Strahlverfahren-Simulationstechnologie

"Strahlsimulation ermöglicht es uns, den richtigen Maschinentyp und beste Konfiguration zu ermitteln"

Vor der Konstruktion einer Anlage ist es sehr sinnvoll, genau zu wissen, wie die Bearbeitung eines konkreten Werkstücks in einer Strahlanlage ablaufen wird – oder sogar, bevor der erste Entwurf erstellt wird. Das bedeutet, dass die Entscheidungen über das richtige Maschinenkonzept schneller getroffen werden können und somit Zeit und Geld gespart werden kann. Wheelabrator nutzt Strahlsimulationstechniken, um die Strahlergebnisse an einem Werkstück anhand eines Wärmebilds zu veranschaulichen – für unterschiedliche Schleuderrad- und Strahldüsenkonfigurationen.

Wie funktioniert das?

Unser Team verwendet ein virtuelles Modell des Werkstücks, lässt es durch eine virtuelle Schleuderrad- bzw. Strahldüsenkonfiguration laufen und kontrolliert hierbei alle relevanten Parameter.

Das Strahlmuster wird als Gaußsche Verteilung programmiert, und jeder Aufprall des Strahlmittels auf der Oberfläche wird gezählt und als Farbe wiedergegeben, die die Intensität der Behandlung widerspiegelt.

Das so generierte Wärmebild zeigt exakt, wo ein Werkstück zu stark oder zu wenig gestrahlt wurde, wo ein Bereich dem Strahlmittelstrahl gleichmäßig ausgesetzt ist oder Strahlschatten entstanden sind.

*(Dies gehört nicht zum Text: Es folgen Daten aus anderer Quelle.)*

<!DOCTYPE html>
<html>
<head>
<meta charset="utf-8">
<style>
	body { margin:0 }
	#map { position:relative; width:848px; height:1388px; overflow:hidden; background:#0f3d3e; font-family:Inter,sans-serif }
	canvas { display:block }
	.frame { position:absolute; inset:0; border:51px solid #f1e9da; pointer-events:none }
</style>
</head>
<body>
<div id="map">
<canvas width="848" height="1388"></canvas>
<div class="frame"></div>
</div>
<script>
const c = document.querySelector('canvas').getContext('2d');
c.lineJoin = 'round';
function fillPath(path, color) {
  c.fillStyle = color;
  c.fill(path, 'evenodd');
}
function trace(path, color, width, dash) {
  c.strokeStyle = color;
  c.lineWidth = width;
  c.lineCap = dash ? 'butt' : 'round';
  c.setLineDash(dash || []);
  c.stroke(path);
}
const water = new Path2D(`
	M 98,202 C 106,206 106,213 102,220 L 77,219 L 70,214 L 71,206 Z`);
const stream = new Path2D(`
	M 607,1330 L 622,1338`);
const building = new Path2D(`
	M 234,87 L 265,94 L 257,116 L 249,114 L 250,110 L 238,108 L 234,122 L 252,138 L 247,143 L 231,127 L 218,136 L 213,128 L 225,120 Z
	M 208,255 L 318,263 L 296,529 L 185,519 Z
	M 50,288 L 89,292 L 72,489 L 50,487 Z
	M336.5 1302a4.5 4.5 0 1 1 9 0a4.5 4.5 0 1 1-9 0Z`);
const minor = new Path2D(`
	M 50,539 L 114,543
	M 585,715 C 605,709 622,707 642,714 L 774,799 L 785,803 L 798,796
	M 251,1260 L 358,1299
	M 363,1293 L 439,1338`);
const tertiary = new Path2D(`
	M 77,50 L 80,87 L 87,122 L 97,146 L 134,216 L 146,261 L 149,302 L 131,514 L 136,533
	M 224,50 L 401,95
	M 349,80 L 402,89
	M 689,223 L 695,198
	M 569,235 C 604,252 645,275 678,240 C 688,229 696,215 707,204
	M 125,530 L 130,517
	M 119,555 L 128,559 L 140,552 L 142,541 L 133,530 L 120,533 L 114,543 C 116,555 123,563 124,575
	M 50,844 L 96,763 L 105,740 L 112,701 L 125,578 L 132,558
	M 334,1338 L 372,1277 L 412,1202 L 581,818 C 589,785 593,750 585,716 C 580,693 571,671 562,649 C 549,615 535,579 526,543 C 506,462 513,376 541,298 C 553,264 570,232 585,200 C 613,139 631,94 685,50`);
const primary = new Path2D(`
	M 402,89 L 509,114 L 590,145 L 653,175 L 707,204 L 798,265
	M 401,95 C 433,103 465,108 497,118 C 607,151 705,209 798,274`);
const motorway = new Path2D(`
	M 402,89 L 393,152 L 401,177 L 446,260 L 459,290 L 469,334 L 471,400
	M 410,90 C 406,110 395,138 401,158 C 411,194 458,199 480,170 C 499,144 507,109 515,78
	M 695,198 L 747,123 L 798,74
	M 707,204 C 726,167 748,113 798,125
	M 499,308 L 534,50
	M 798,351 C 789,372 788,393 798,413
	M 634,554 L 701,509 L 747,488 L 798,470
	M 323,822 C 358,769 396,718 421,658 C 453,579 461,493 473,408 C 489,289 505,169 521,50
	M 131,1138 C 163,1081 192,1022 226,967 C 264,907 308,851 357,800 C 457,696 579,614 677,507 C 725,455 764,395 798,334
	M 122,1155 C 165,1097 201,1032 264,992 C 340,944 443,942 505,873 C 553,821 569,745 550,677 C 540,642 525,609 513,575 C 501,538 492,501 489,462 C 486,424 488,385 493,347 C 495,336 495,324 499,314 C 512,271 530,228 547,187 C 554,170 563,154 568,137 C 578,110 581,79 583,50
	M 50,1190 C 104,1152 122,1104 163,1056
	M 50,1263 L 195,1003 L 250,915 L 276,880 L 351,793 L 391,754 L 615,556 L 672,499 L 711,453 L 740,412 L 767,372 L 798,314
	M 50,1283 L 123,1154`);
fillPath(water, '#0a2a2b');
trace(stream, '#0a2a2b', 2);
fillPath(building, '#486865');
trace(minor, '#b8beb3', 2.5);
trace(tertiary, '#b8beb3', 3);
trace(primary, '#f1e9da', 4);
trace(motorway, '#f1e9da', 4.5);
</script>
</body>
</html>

In den hier gezeigten Bildern stellen die kühleren Bereiche in blaugrünlicher, grüner oder gelbgrünlicher Farbe gut abgedeckte Bereiche dar, violett gibt an, dass der Bereich nicht gestrahlt wurde, und rot gilt als zu stark gestrahlt. Das im Zuge der Simulation erstellte Farbspektrum kann direkt in SA-Reinheitsgradwerte umgelegt werden.

“Dies nimmt dem Konstruktionsprozess ein hohes technisches Risiko und spart Zeit und Geld. ”

Heinrich Dropmann

Heinrich Dropmann, Leiter des Wheelabrator-Zentrums für Produktinnovation in Metelen, erklärt: „Die Strahlsimulationstechnik ermöglicht es uns, den richtigen Maschinentyp sowie die zugehörige Konfiguration zu ermitteln und genau abzustimmen, bevor Konstruktionspläne erstellt oder die Anlage gar gebaut wird. Die Visualisierungen sind eine fantastische Grundlage für Besprechungen mit dem Kunden und sind uns dabei behilflich, die technischen Spezifikationen im Vorvertrag genau festzulegen sowie die effizienteste Lösung zu finden."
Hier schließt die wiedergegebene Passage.